--- Source material Enclosed Below ---
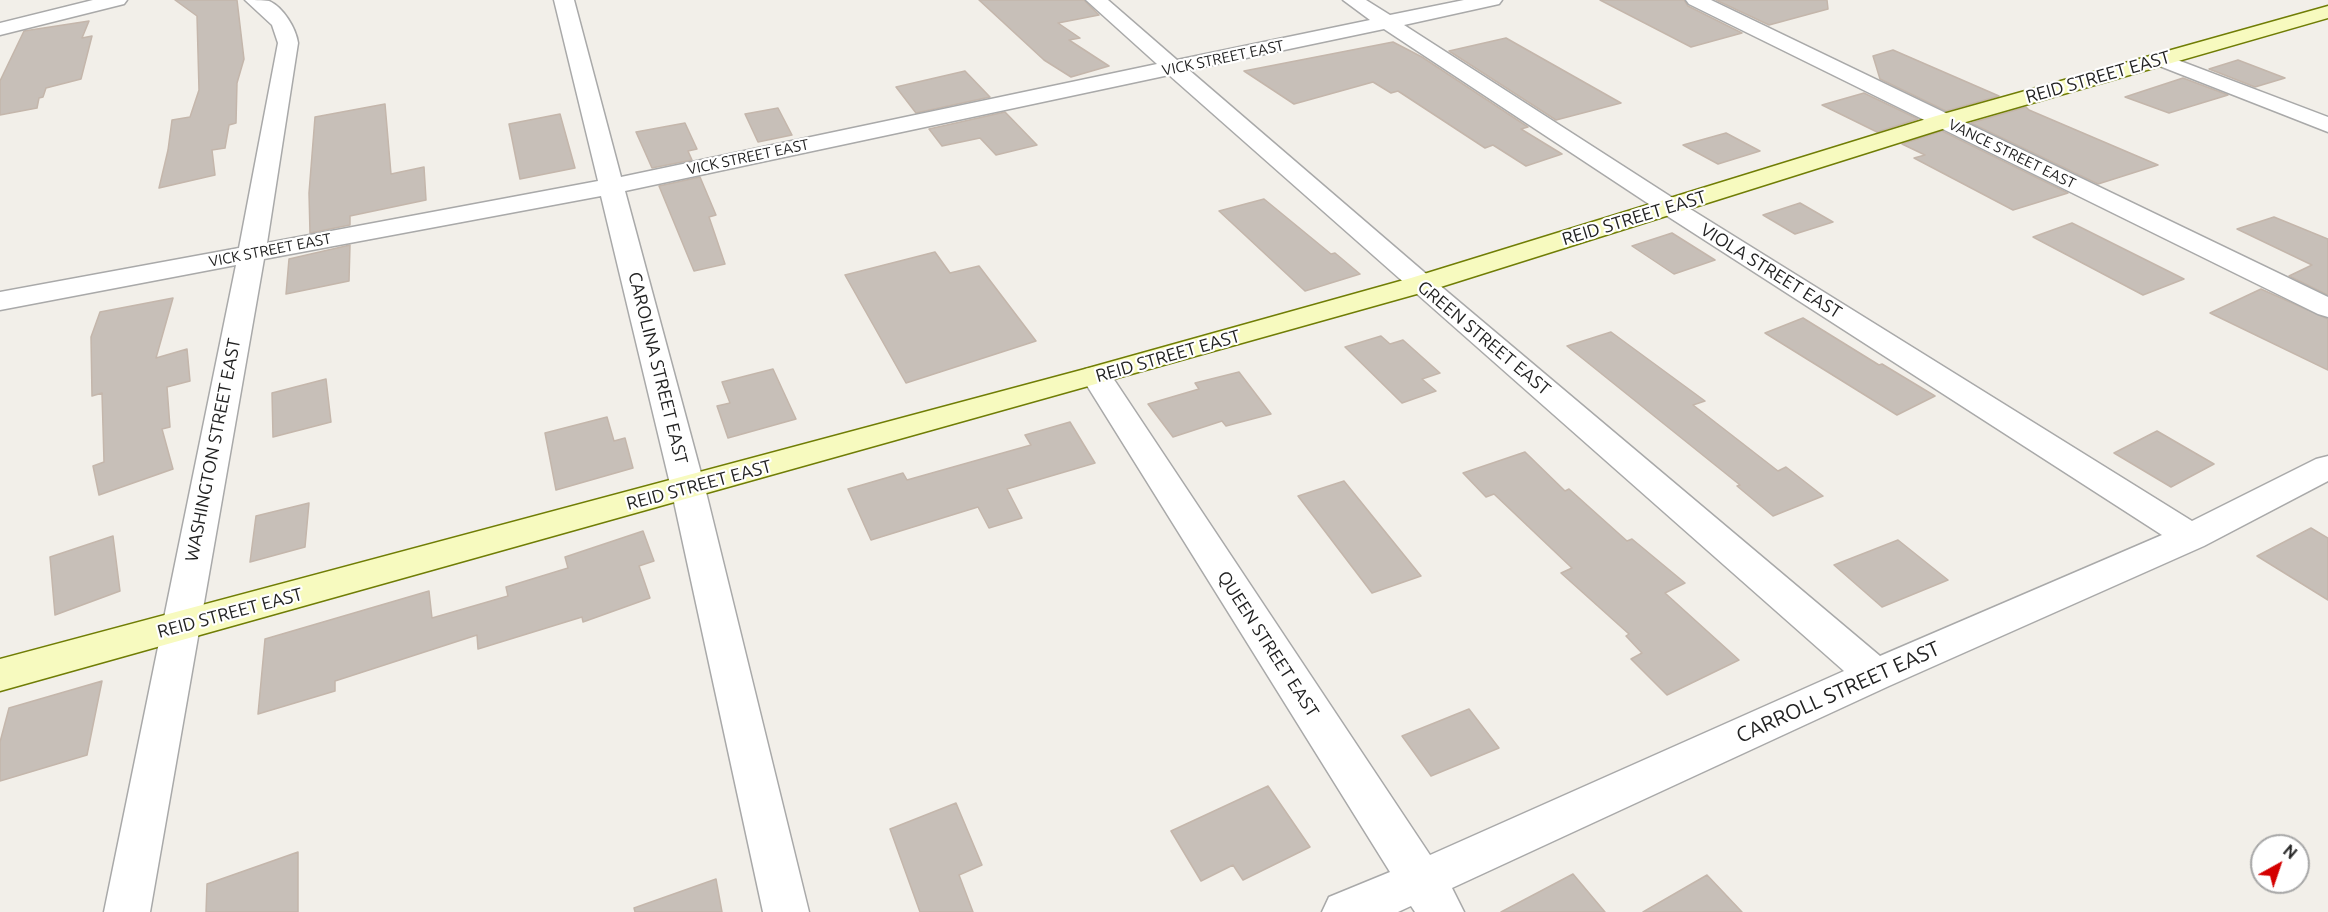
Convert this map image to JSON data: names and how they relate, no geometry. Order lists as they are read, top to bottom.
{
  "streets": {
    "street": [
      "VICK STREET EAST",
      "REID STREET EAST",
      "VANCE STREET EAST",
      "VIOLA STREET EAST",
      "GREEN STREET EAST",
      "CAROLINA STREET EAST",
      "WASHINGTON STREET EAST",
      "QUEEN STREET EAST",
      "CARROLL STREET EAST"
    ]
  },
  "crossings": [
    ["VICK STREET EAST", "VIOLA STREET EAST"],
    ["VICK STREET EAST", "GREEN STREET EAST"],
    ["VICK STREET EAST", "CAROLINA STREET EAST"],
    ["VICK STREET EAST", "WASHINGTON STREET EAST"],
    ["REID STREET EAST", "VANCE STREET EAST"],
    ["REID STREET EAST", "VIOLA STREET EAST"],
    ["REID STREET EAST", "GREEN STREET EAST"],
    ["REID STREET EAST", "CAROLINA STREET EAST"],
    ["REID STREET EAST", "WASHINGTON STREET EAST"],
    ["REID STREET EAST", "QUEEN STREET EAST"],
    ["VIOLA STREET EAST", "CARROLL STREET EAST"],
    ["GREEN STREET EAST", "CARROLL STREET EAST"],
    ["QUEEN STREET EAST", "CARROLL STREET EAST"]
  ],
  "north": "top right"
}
--- End of Enclosed Source material ---
## Exercise objective
Lines with "REID": state how many there are in the records, and nothing more.

## Solution for this task
7